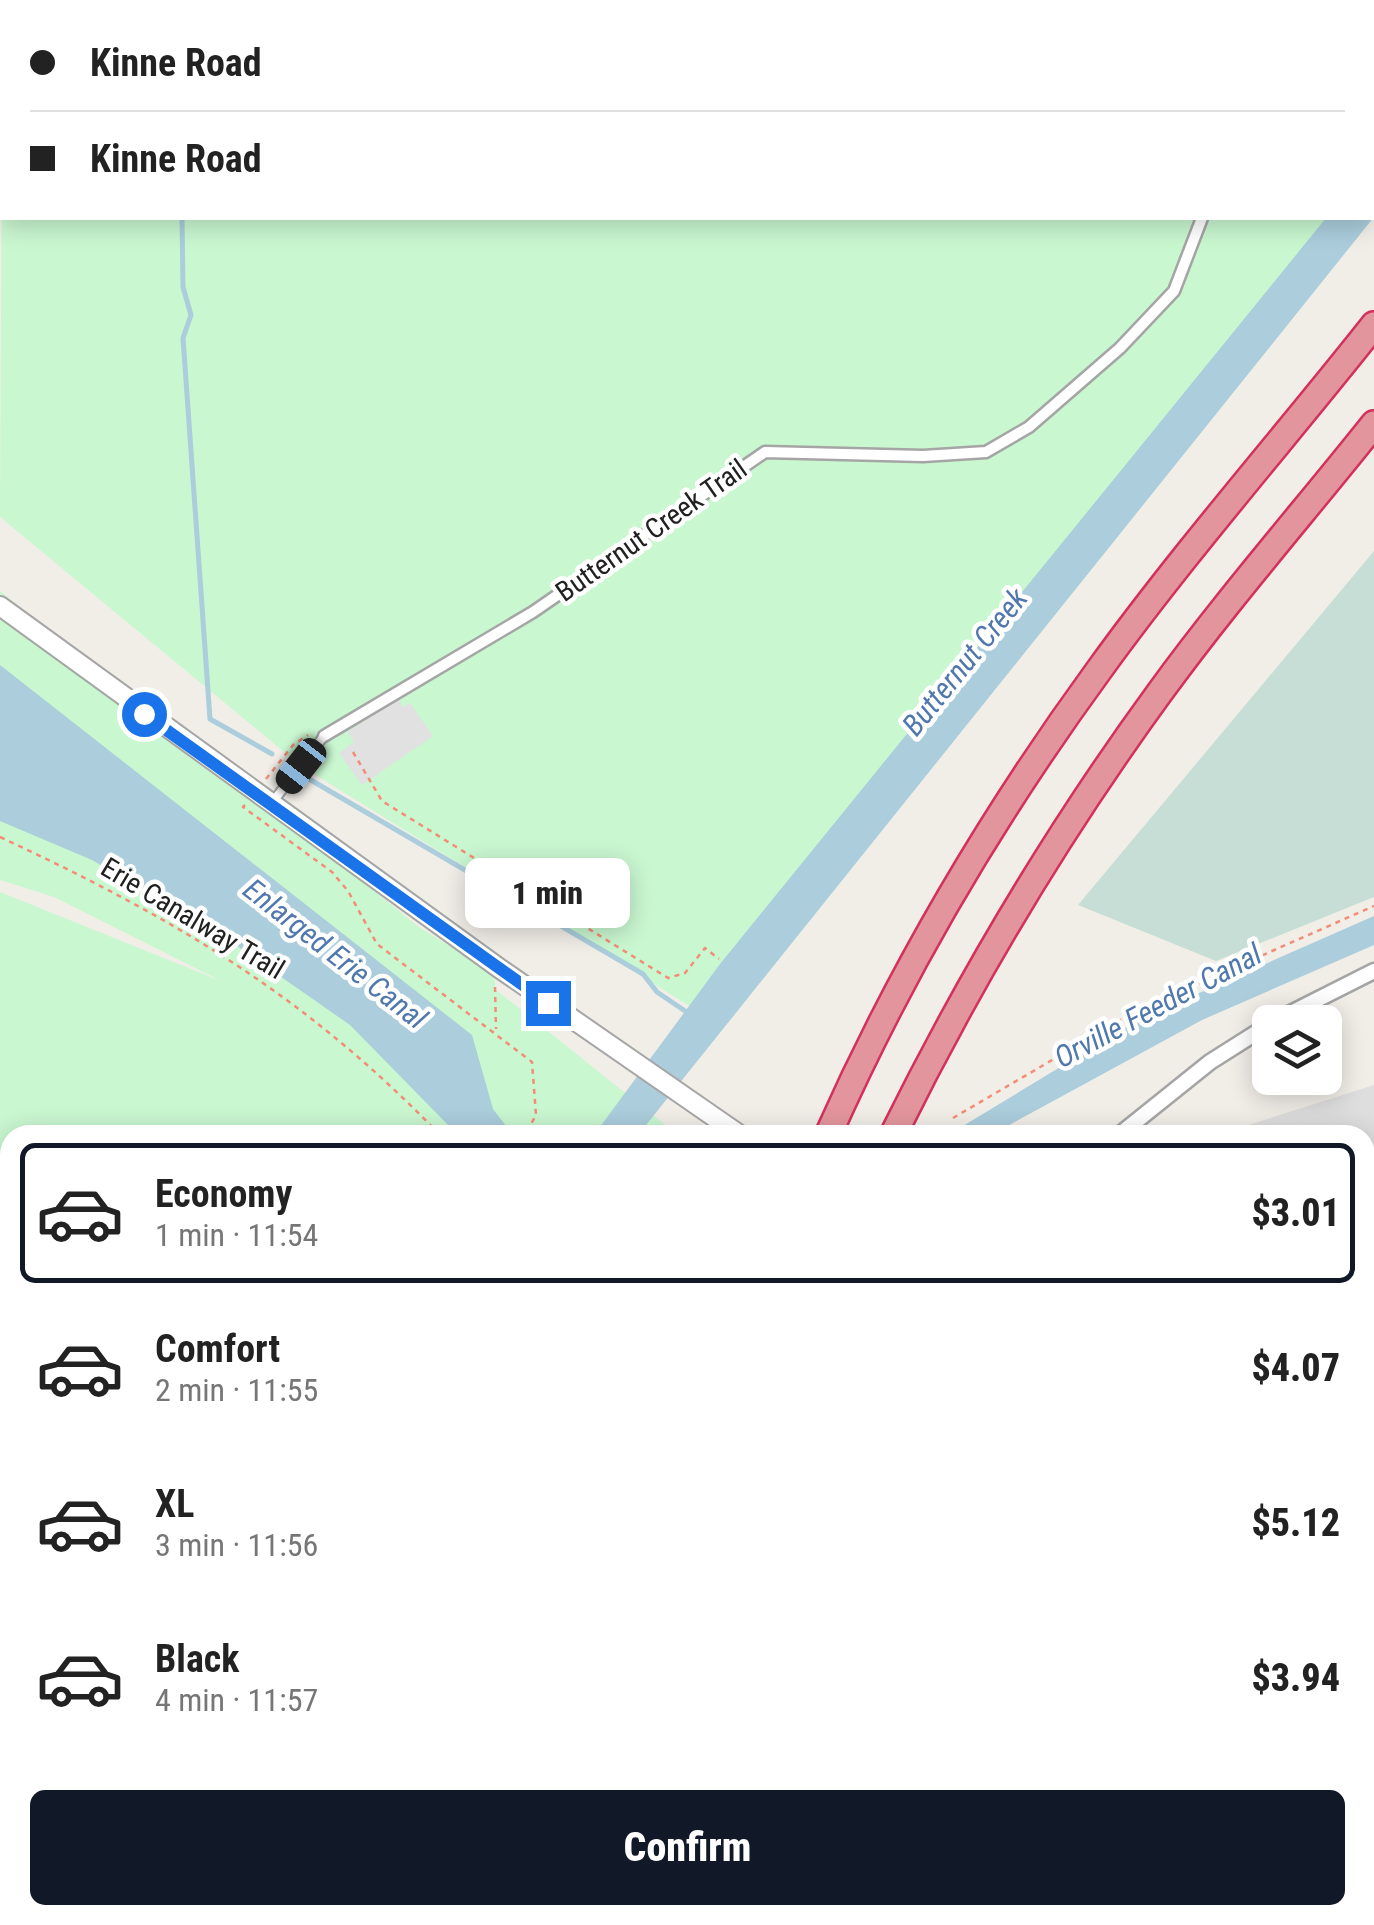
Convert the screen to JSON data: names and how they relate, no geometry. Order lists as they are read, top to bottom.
{
  "streets": {
    "street": ["Butternut Creek Trail"],
    "path": ["Erie Canalway Trail"]
  },
  "water": ["Butternut Creek", "Enlarged Erie Canal", "Orville Feeder Canal"],
  "page": {
    "banner": ["Kinne Road", "Kinne Road"],
    "bubble": "1 min",
    "list": [
      {
        "name": "Economy",
        "note": "1 min · 11:54",
        "value": "$3.01"
      },
      {
        "name": "Comfort",
        "note": "2 min · 11:55",
        "value": "$4.07"
      },
      {
        "name": "XL",
        "note": "3 min · 11:56",
        "value": "$5.12"
      },
      {
        "name": "Black",
        "note": "4 min · 11:57",
        "value": "$3.94"
      }
    ],
    "buttons": "Confirm"
  }
}
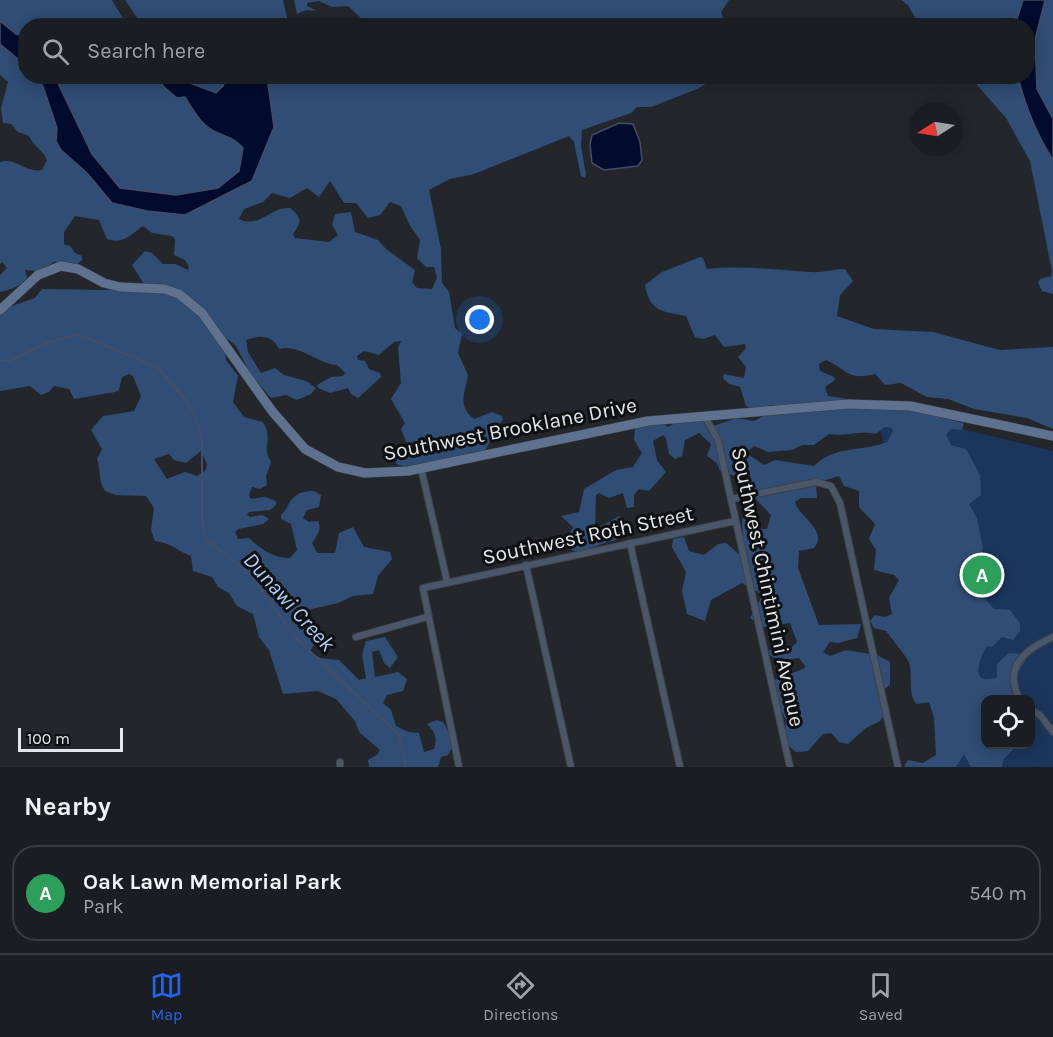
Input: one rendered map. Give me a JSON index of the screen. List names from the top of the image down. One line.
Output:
{"streets":{"street":["Southwest Brooklane Drive","Southwest Roth Street","Southwest Chintimini Avenue"]},"crossings":[["Southwest Brooklane Drive","Southwest Chintimini Avenue"],["Southwest Roth Street","Southwest Chintimini Avenue"]],"water":["Dunawi Creek"],"scale_bar":"100 m","north":"left","page":{"search":"Search here","pins":"A","scale":"100 m","heading":"Nearby","list":[{"mark":"A","name":"Oak Lawn Memorial Park","note":"Park","value":"540 m"}],"nav":["Map","Directions","Saved"]}}
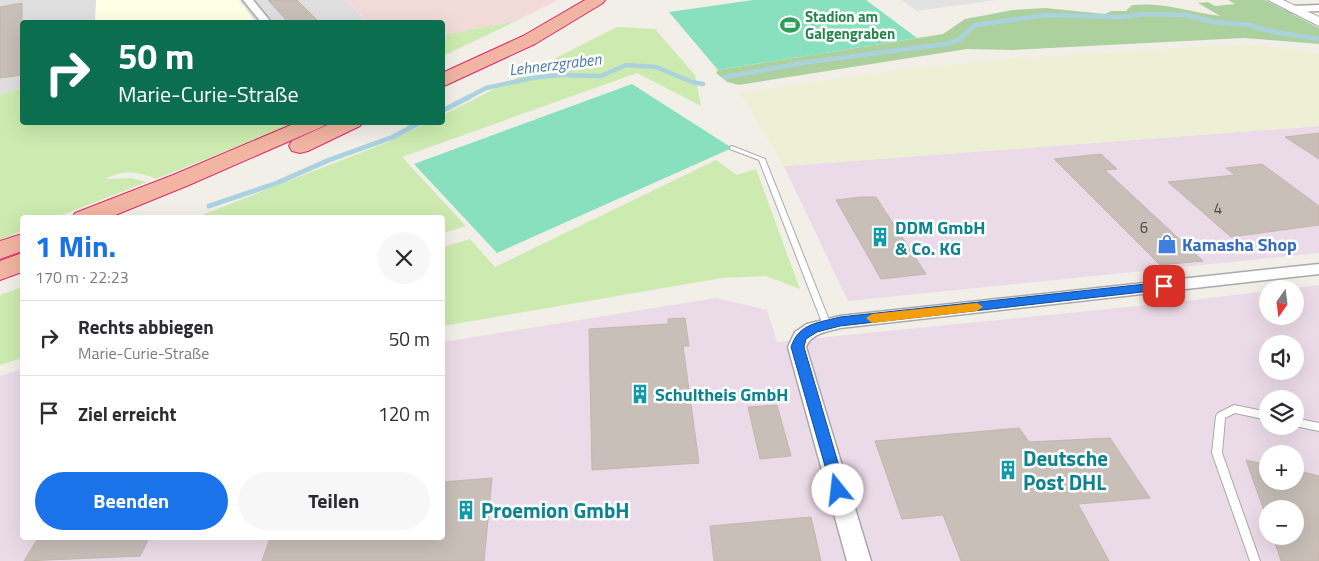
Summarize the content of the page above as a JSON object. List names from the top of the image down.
{
  "water": ["Lehnerzgraben"],
  "places": {
    "sports": ["Stadion am Galgengraben"],
    "building": [
      "DDM GmbH & Co. KG",
      "Schultheis GmbH",
      "Deutsche Post DHL",
      "Proemion GmbH"
    ],
    "shop": ["Kamasha Shop"]
  },
  "house_numbers": ["4", "6"],
  "north": "bottom",
  "page": {
    "turn": ["50 m", "Marie-Curie-Straße"],
    "heading": ["1 Min.", "170 m · 22:23"],
    "map_buttons": ["+", "−"],
    "list": [
      {
        "name": "Rechts abbiegen",
        "note": "Marie-Curie-Straße",
        "value": "50 m"
      },
      {
        "name": "Ziel erreicht",
        "value": "120 m"
      }
    ],
    "buttons": ["Beenden", "Teilen"]
  }
}
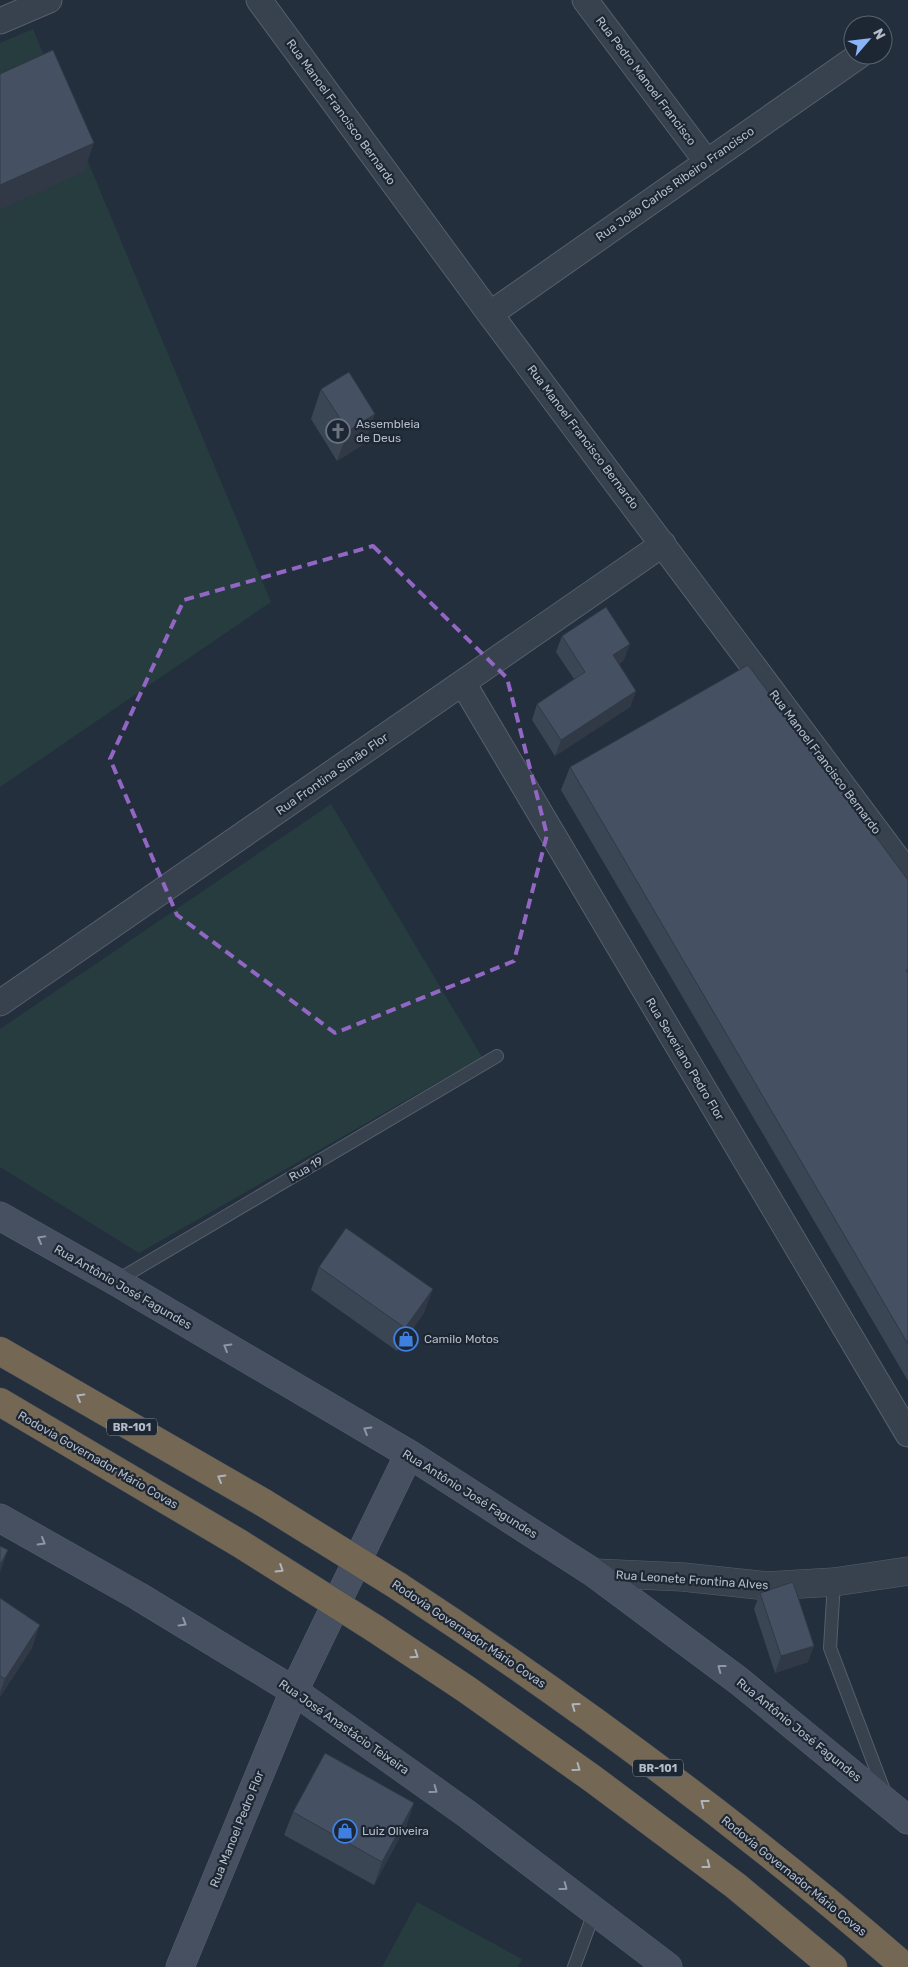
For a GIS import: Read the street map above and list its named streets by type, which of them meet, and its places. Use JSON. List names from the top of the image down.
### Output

..............................

## Exercise details
Leave the images out as you retype each line of the material exactly.

## Answer section
Convert the screen to JSON data: names and how they relate, no geometry. Order lists as they are read, top to bottom.
{
  "streets": {
    "street": ["Butternut Creek Trail"],
    "path": ["Erie Canalway Trail"]
  },
  "water": ["Butternut Creek", "Enlarged Erie Canal", "Orville Feeder Canal"],
  "page": {
    "banner": ["Kinne Road", "Kinne Road"],
    "bubble": "1 min",
    "list": [
      {
        "name": "Economy",
        "note": "1 min · 11:54",
        "value": "$3.01"
      },
      {
        "name": "Comfort",
        "note": "2 min · 11:55",
        "value": "$4.07"
      },
      {
        "name": "XL",
        "note": "3 min · 11:56",
        "value": "$5.12"
      },
      {
        "name": "Black",
        "note": "4 min · 11:57",
        "value": "$3.94"
      }
    ],
    "buttons": "Confirm"
  }
}
Input: one rendered map. Give me a JSON index of the screen. List names from the top of the image down. One line.
Output:
{"streets":{"street":["Southwest Brooklane Drive","Southwest Roth Street","Southwest Chintimini Avenue"]},"crossings":[["Southwest Brooklane Drive","Southwest Chintimini Avenue"],["Southwest Roth Street","Southwest Chintimini Avenue"]],"water":["Dunawi Creek"],"scale_bar":"100 m","north":"left","page":{"search":"Search here","pins":"A","scale":"100 m","heading":"Nearby","list":[{"mark":"A","name":"Oak Lawn Memorial Park","note":"Park","value":"540 m"}],"nav":["Map","Directions","Saved"]}}
Summarize the content of the page above as a JSON object. List names from the top of the image down.
{
  "water": ["Lehnerzgraben"],
  "places": {
    "sports": ["Stadion am Galgengraben"],
    "building": [
      "DDM GmbH & Co. KG",
      "Schultheis GmbH",
      "Deutsche Post DHL",
      "Proemion GmbH"
    ],
    "shop": ["Kamasha Shop"]
  },
  "house_numbers": ["4", "6"],
  "north": "bottom",
  "page": {
    "turn": ["50 m", "Marie-Curie-Straße"],
    "heading": ["1 Min.", "170 m · 22:23"],
    "map_buttons": ["+", "−"],
    "list": [
      {
        "name": "Rechts abbiegen",
        "note": "Marie-Curie-Straße",
        "value": "50 m"
      },
      {
        "name": "Ziel erreicht",
        "value": "120 m"
      }
    ],
    "buttons": ["Beenden", "Teilen"]
  }
}
For a GIS import: Read the street map above and list its named streets by type, which of them meet, and its places. Use JSON. List names from the top of the image down.
### Output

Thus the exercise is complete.